# Exercise 3
Si richiede un’implementazione della teoria sulle valenze di Patrick Hanks. In particolare, partendo da un corpus a scelta e uno specifico verbo (tendenzialmente non troppo frequente e/o generico ma nemmeno raro), l’idea è di costruire dei possibili cluster semantici, con relativa frequenza. Ad es., dato il verbo "to see" con valenza v = 2, e usando un parser sintattico (ad es. Spacy), si possono collezionare eventuali fillers per i ruoli
di subj e obj del verbo, per poi convertirli in semantic types. Un cluster frequente su "to see" potrebbe unire subj = noun.person con obj = noun.arti f act. Si richiede di partire da un corpus di almeno alcune centinaia di istanze del verbo

In [47]:
import re
import spacy
from nltk.corpus import wordnet

nlp = spacy.load("en_core_web_sm")

In [48]:
VERB="hit"
CATEGORY_HEIGHT=2
MIN_SENTENCES=4

file_path = 'Corpus3_HIT'

In [49]:
def parse_file(file_path):
    with open(file_path, 'r', encoding='utf-8') as file:
        testo = file.read()
    # Utilizziamo un'espressione regolare per separare il testo in frasi
    # considerando il punto seguito da uno spazio come delimitatore delle frasi
    phrases = re.split('\n', testo)
    return phrases

def tokenize_sentences(dataset):
    tokenized_dataset=[]
    for sentence in dataset:
        tokenized_dataset.append(nlp(sentence))
    return tokenized_dataset

dataset = parse_file(file_path)
dataset = tokenize_sentences(dataset)

In [50]:
#Dato il verbo di valenza 2 estraggo i relativi subj e obj se non si riesce a riconoscere uno dei due elementi la frase viene rimossa
def extract_verb_parameters(tokenized_dataset, verb):
    verb_parameters=[]
    for sentence in tokenized_dataset:
        subject=None
        complement_object=None
        for token in sentence:
            if token.head.lemma_.lower() == verb:
                if token.dep_ == "nsubj":
                    subject = token.text
                elif token.dep_ == "dobj":
                    complement_object = token.text

        if subject is not None and subject != '' and complement_object is not None and complement_object!= '':
            verb_parameters.append((subject,complement_object,sentence))
    return verb_parameters

verb_parameters=extract_verb_parameters(dataset,VERB)
print("Total sentences: ",len(dataset),"Number of sentences parsed correctly: ",len(verb_parameters))
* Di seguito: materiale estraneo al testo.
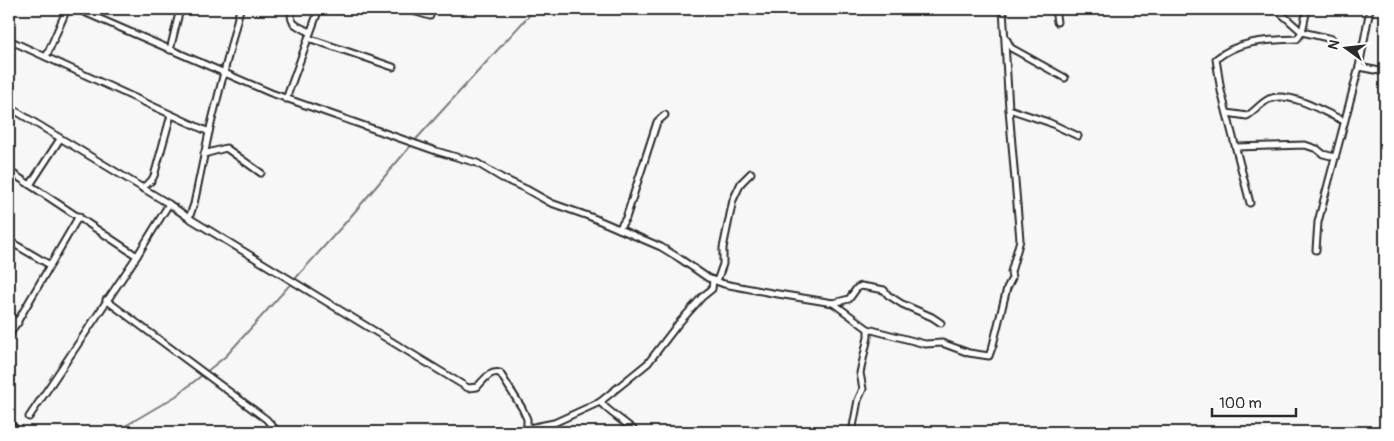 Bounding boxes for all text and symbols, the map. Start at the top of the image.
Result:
north arrow [1322,22,1372,72]
text: N [1324,38,1343,52]
scale bar [1212,386,1295,418]
text: 100 m [1219,394,1262,413]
Total sentences:  199 Number of sentences parsed correctly:  193


In [51]:
#Da WordNet si lavora sugli hyperonimi e si risale fino ad arrivare ad altezza CATEGORY_HEIGHT del albero di WN
def find_meaning_groups(verb_parameters):
    meanings={}
    for combination in verb_parameters:
        subj=combination[0]
        obj=combination[1]
        #Prendo i sensi di soggetto e oggetto
        subj_meaning=wordnet.synsets(subj)
        obj_meaning = wordnet.synsets(obj)
        if len(subj_meaning)>0 and len(obj_meaning)>0:
            #prendo i primi
            subj_meaning=subj_meaning[0]
            obj_meaning=obj_meaning[0]
            break_loop=True
            #Lavoro sull'esplorazione per il soggetto
            while break_loop:
                if subj_meaning.max_depth() <= CATEGORY_HEIGHT:
                    break_loop=False
                else:
                    hypernyms=subj_meaning.hypernyms()
                    if len(hypernyms)==0:
                        break_loop=False
                    else:
                        subj_meaning = hypernyms[0]
            break_loop = True
            #Lavoro sull'esplorazione per l'oggetto
            while break_loop:
                if obj_meaning.max_depth() <= CATEGORY_HEIGHT:
                    break_loop = False
                else:
                    hypernyms = obj_meaning.hypernyms()
                    if len(hypernyms) == 0:
                        break_loop = False
                    else:
                        obj_meaning = hypernyms[0]
            #Combino i significati a livello CATEGORY_HEIGHT trovati per oggetto e soggetto e li aggiungo se non ci sono già
            combination_name=(subj_meaning.name()+"--"+obj_meaning.name())
            if combination_name in meanings:
                meanings[combination_name].append(combination)
            else:
                meanings[combination_name]=[]
                meanings[combination_name].append(combination)
    return meanings

## Number of meanings for Verb

In [52]:
meanings=find_meaning_groups(verb_parameters)
print("Number of meanings (using CATEGORY_HEIGHT =",str(CATEGORY_HEIGHT),"): ",len(meanings))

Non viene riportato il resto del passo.